I was familiar the REZUM process was available, but no urologist offered it as an option. Probably because they didn't have the training?

I've actually had four Interstims implanted:
Interstim #1 was by urologist #1 in 2017. It worked for about 18 months and then stopped. Even though it had been installed to stop the UTIs, they still persisted. At that time I decided to change urologists...

Interstim #2 was actually implanted by urologist #3 who specialized in OAB. Urologist #2 did the green laser light surgery and sent me to his colleague urologist #3. The first Interstim she implanted had the wire become disconnected from the battery (because she did not know there were different length leads (go figure) and poked its way through my skin. I do have ample butt fat so it was placed on my left cheek as the first one in 2017 had to be explanted by her and she chose to go to the other side.


Interstim #3 was implanted by the same doctor who installed #2. It worked for about ten days and stopped working. I met with her and she felt installing another one would not be worthwhile. She wanted me to do Botox. I was against that. I chose the see a fourth urologist.

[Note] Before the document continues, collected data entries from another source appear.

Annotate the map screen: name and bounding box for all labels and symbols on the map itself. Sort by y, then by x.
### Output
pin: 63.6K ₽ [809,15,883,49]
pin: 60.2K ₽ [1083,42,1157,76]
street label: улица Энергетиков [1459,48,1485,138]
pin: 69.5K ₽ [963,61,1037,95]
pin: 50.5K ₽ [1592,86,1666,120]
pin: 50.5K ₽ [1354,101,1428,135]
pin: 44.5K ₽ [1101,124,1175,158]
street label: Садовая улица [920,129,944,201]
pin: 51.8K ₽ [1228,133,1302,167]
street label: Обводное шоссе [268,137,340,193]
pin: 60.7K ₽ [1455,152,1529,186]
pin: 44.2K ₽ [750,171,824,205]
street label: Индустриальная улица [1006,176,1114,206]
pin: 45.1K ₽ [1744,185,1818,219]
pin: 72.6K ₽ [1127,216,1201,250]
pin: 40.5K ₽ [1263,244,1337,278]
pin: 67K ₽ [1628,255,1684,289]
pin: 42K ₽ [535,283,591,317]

Interstim #4 was installed by the new (4th) urologist last week. When he did so, he placed the battery just below my beltline. (I have fat there too) I am still in the process of fine-tuning that device's setting and have great support from the Medtronic rep. I have a follow-up with the doctor next week. He also implants the Axonic neurostimulator but felt that the Interstim would be best for me because it offers more options as far as its settings.

We have both been through a lot. I sure hope the fourth time is a success. I'm feeling confident it will be fine.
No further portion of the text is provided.